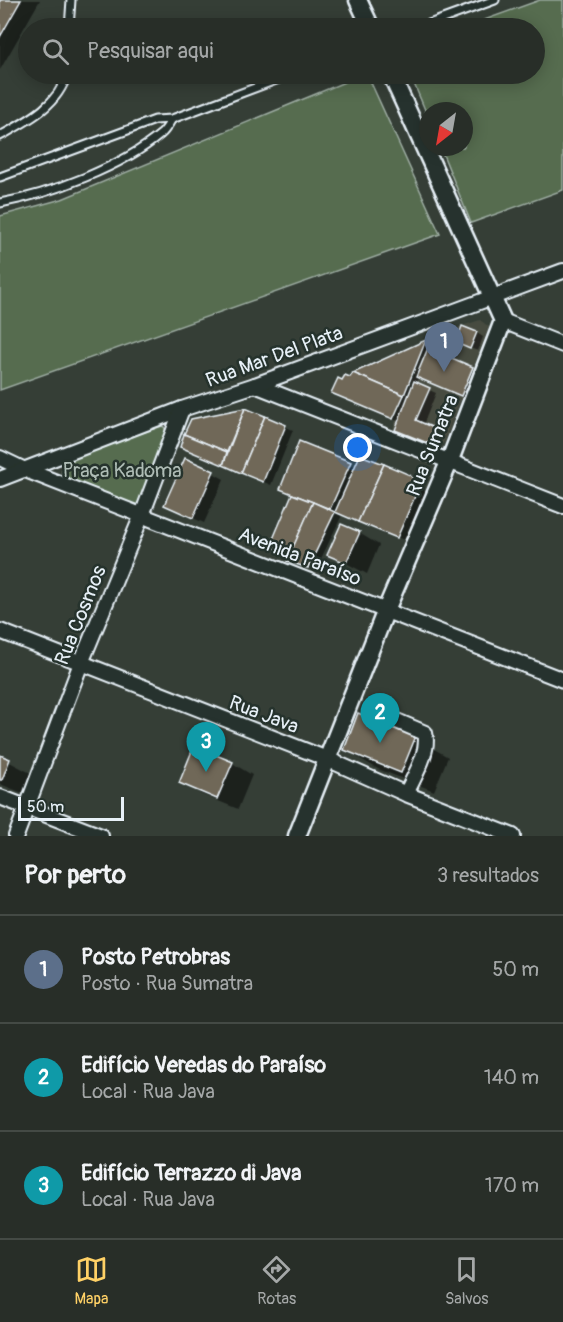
<!DOCTYPE html>
<html lang="pt">
<meta charset="utf-8">
<style>
:root{--surface:#282e28;--page:#343a34;--text:#f1f3f6;--muted:#a5a8a8;--line:#444a45;--accent:#ffd166}
body{margin:0;font-family:Pangolin,sans-serif;background:var(--page);color:var(--text)}
.compass{position:absolute;left:419px;top:102px;width:54px;height:54px;border-radius:50%;background:var(--surface);box-shadow:0 3px 15px #0003;rotate:211deg}
.scale{position:absolute;left:18px;bottom:15px;width:106px;box-sizing:border-box;padding-left:6px;border:3px solid #e8f1f8;border-top:0;font-size:16px;line-height:21px;white-space:nowrap;color:#e8f1f8;-webkit-text-stroke:4px #26332d;paint-order:stroke}
.you{position:absolute;left:358px;top:448px;width:21px;height:21px;margin:-15px;border:4px solid #fff;border-radius:50%;background:#1a73e8;box-shadow:0 0 0 9px #1a73e833}
.badge{display:grid;place-items:center;width:39px;height:39px;border-radius:50%;background:var(--accent);color:#fff;font-size:20px;font-weight:700}
.pin{position:absolute;translate:-50% -50px;filter:drop-shadow(0 2px 3px #0008)}
.pin::after{content:'';position:absolute;top:32px;width:21px;height:18px;background:inherit;clip-path:polygon(0 0,100% 0,50% 100%)}
.list{margin:0;padding:0;list-style:none}
h2{display:flex;justify-content:space-between;align-items:center;height:78px;margin:0;padding:0 24px;font-size:26px}
h2 small{font-size:20px;font-weight:400;color:var(--muted)}
.list li{display:grid;grid-template-columns:39px 1fr auto;gap:18px;align-items:center;box-sizing:border-box;height:108px;padding:0 24px;border-top:2px solid var(--line)}
.list b{display:block;font-size:22px;white-space:nowrap}
.list p{margin:0;font-size:20px;white-space:nowrap;color:var(--muted)}
.list em{font-size:20px;font-style:normal;color:var(--muted)}
.icon{flex:none;width:33px;height:33px;fill:none;stroke:currentColor;stroke-width:2;stroke-linecap:round;stroke-linejoin:round}
.map{position:relative;flex:none;width:563px;height:836px;overflow:hidden}
.search{position:absolute;background:var(--surface);box-shadow:0 3px 15px #0003;left:18px;right:18px;top:18px;height:66px;display:flex;align-items:center;gap:15px;box-sizing:border-box;padding:0 21px;border-radius:33px;color:var(--muted);font-size:22px}
.sheet{height:402px;background:var(--surface)}
nav{display:flex;justify-content:space-around;align-items:center;box-sizing:border-box;height:84px;border-top:2px solid var(--line);background:var(--surface);font-size:16px;color:var(--muted)}
nav a{display:grid;justify-items:center;gap:3px}
nav .on{color:var(--accent)}
.map>svg:first-child{display:block}
.built{fill:#474b40}
.green{fill:#566c50;stroke:#9faea4;stroke-width:1.5}
.shadow{fill:#0007}
.building{fill:#706858;stroke:#e8f1f8;stroke-width:1.5}
.lines{fill:none;stroke-linecap:round;stroke-linejoin:round}
.service-casing{stroke:#e8f1f8;stroke-width:11}
.minor-casing{stroke:#e8f1f8;stroke-width:18}
.tertiary-casing{stroke:#e8f1f8;stroke-width:21}
.service{stroke:#26332d;stroke-width:7}
.minor{stroke:#26332d;stroke-width:14}
.tertiary{stroke:#26332d;stroke-width:16}
.labels{text-anchor:middle;stroke-width:5;stroke-linejoin:round;paint-order:stroke}
.street-label{font-size:20px;fill:#e8f1f8;stroke:#26332d}
.park-label{font-size:20px;fill:#aebcb5;stroke:#26332d}
</style>
<div class="map">
<svg width="563" height="836" viewBox="0 0 563 836">
<rect width="100%" height="100%" fill="#353e36"/>
<filter id="ink" filterUnits="userSpaceOnUse"><feTurbulence type="fractalNoise" baseFrequency=".0167" numOctaves="2"/><feDisplacementMap in="SourceGraphic" scale="12" xChannelSelector="R" yChannelSelector="G"/><feConvolveMatrix kernelMatrix="1 2 1 2 8 2 1 2 1" color-interpolation-filters="sRGB"/></filter>
<g filter="url(#ink)">
<!-- built -->
<path class="built" d="M480 320 489 327 444 443 438 445 393 428 429 337Z"/>
<!-- green -->
<g class="green">
<path d="M540 0H563V190L471 223 440 147H464V111H428V117L410 74H534V28H462Z"/>
<path d="M364 74H367L440 234 0 390V216L62 199Z"/>
<path d="M162 426 164 427 167 433 137 506 70 481 62 472 65 459Z"/>
</g>
<!-- shadow -->
<g class="shadow">
<path d="M0 0H40L0 70Z"/>
<path d="M477 333 483 337 478 351 464 346Z"/>
<path d="M426 341 432 345 430 351 483 375 472 401 419 377 416 384 436 393 423 425 442 434 437 447 404 433 400 422 340 396 343 382 351 379 354 374Z"/>
<path d="M244 409 293 430 271 485 182 447Z"/>
<path d="M300 443 357 467 410 477 418 481 426 492 404 540 342 515 315 571 289 560 291 556 271 546 293 495 282 488Z"/>
<path d="M213 473 224 479 204 523 166 505Z"/>
<path d="M359 533 379 545 367 574 329 554Z"/>
<path d="M415 738 448 757 434 791 378 769 345 750Z"/>
<path d="M0 757 40 778 33 797 0 784Z"/>
<path d="M232 763 252 775 238 809 201 794 181 782Z"/>
</g>
<!-- building -->
<g class="building">
<path d="M0 0H21L0 37Z"/>
<path d="M462 326 477 332 470 349 456 343Z"/>
<path d="M426 340 404 395 353 373Z"/>
<path d="M428 348 473 367 461 396 416 377Z"/>
<path d="M353 373 404 395 393 419 331 393 338 378 342 380 345 375 350 377Z"/>
<path d="M414 381 430 388 416 420 436 429 430 444 395 430Z"/>
<path d="M245 408 265 416 241 473 223 465Z"/>
<path d="M245 408 227 452 184 434 191 419Z"/>
<path d="M265 416 286 425 263 482 241 473Z"/>
<path d="M184 434 227 452 223 465 180 447Z"/>
<path d="M299 441 351 462 330 509 280 489Z"/>
<path d="M360 455 384 464 358 522 335 512Z"/>
<path d="M185 458 214 471 193 518 164 505Z"/>
<path d="M384 464 410 475 419 487 397 538 358 522Z"/>
<path d="M292 494 313 502 290 555 270 546Z"/>
<path d="M313 502 335 512 308 568 287 561Z"/>
<path d="M341 524 360 532 346 563 327 555Z"/>
<path d="M358 713 416 736 401 773 344 750Z"/>
<path d="M194 746 233 762 217 799 179 783Z"/>
<path d="M0 755 10 759 2 780H0Z"/>
</g>
<g class="lines">
<defs>
<g id="service">
<path d="M69 28 71 0"/>
<path d="M418 28 495 0"/>
<path d="M0 136C27 121 58 106 67 74"/>
<path d="M0 177 155 120 172 119 292 74"/>
<path d="M0 203C50 194 122 167 161 134 166 130 169 123 172 119"/>
</g>
<g id="minor">
<path d="M503 321 563 345"/>
<path d="M255 385 563 506"/>
<path d="M0 458 23 469 563 680"/>
<path d="M0 479 182 409 255 385 563 271"/>
<path d="M0 631 327 759 406 794 513 836"/>
<path d="M378 713 425 733C430 752 414 776 406 794"/>
<path d="M0 797 101 836"/>
<path d="M16 836 81 663 142 515 182 409"/>
</g>
<g id="tertiary">
<path d="M358 0 371 28"/>
<path d="M297 836 386 610 450 460 503 321 391 74"/>
</g>
</defs>
<!-- service casing -->
<use href="#service" class="service-casing"/>
<!-- minor casing -->
<use href="#minor" class="minor-casing"/>
<!-- tertiary casing -->
<use href="#tertiary" class="tertiary-casing"/>
<!-- service -->
<use href="#service" class="service"/>
<!-- minor -->
<use href="#minor" class="minor"/>
<!-- tertiary -->
<use href="#tertiary" class="tertiary"/>
</g>
</g>
<g class="labels">
<!-- street labels -->
<g class="street-label">
<text transform="translate(274 356) rotate(-20)" y="7">Rua Mar Del Plata</text>
<text transform="translate(432 445) rotate(-68)" y="7">Rua Sumatra</text>
<text transform="translate(300 556) rotate(21)" y="7">Avenida Paraíso</text>
<text transform="translate(80 615) rotate(-68)" y="7">Rua Cosmos</text>
<text transform="translate(264 714) rotate(21)" y="7">Rua Java</text>
</g>
<!-- park labels -->
<g class="park-label">
<text x="122" y="477">Praça Kadoma</text>
</g>
</g>
</svg>
<svg class="compass" viewBox="-18 -18 36 36"><path d="M0-13l5 13h-10z" fill="#e53935"/><path d="M0 13l5-13h-10z" fill="#a5a8a8"/></svg>
<div class="scale">50 m</div>
<div class="you"></div>
<div class="pin badge" style="left:444px;top:372px;background:#5c6f8a">1</div>
<div class="pin badge" style="left:380px;top:743px;background:#0f9aa8">2</div>
<div class="pin badge" style="left:206px;top:772px;background:#0f9aa8">3</div>
<div class="search"><svg class="icon" aria-label="search" viewBox="0 0 24 24"><circle cx="10" cy="10" r="6"/><path d="M15 15l6 6"/></svg>Pesquisar aqui</div>
</div>
<section class="sheet">
<h2>Por perto<small>3 resultados</small></h2>
<ul class="list">
<li><span class="badge" style="background:#5c6f8a">1</span><div><b>Posto Petrobras</b><p>Posto · Rua Sumatra</p></div><em>50 m</em></li>
<li><span class="badge" style="background:#0f9aa8">2</span><div><b>Edifício Veredas do Paraíso</b><p>Local · Rua Java</p></div><em>140 m</em></li>
<li><span class="badge" style="background:#0f9aa8">3</span><div><b>Edifício Terrazzo di Java</b><p>Local · Rua Java</p></div><em>170 m</em></li>
</ul>
</section>
<nav>
<a class="on"><svg class="icon" aria-label="map" viewBox="0 0 24 24"><path d="M3 6l6-2 6 2 6-2v14l-6 2-6-2-6 2zM9 4v14M15 6v14"/></svg>Mapa</a>
<a><svg class="icon" aria-label="directions" viewBox="0 0 24 24"><path d="M12 3l9 9-9 9-9-9zM9 14v-3h6M13 9l2 2-2 2"/></svg>Rotas</a>
<a><svg class="icon" aria-label="saved" viewBox="0 0 24 24"><path d="M7 4h10v16l-5-4-5 4z"/></svg>Salvos</a>
</nav>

+---+

Within the listing above, give again exactly every line from the line with "409 293 430" through the line with "326 477 332", both included, and no other line.

PROBLEM SOLUTION:
<path d="M244 409 293 430 271 485 182 447Z"/>
<path d="M300 443 357 467 410 477 418 481 426 492 404 540 342 515 315 571 289 560 291 556 271 546 293 495 282 488Z"/>
<path d="M213 473 224 479 204 523 166 505Z"/>
<path d="M359 533 379 545 367 574 329 554Z"/>
<path d="M415 738 448 757 434 791 378 769 345 750Z"/>
<path d="M0 757 40 778 33 797 0 784Z"/>
<path d="M232 763 252 775 238 809 201 794 181 782Z"/>
</g>
<!-- building -->
<g class="building">
<path d="M0 0H21L0 37Z"/>
<path d="M462 326 477 332 470 349 456 343Z"/>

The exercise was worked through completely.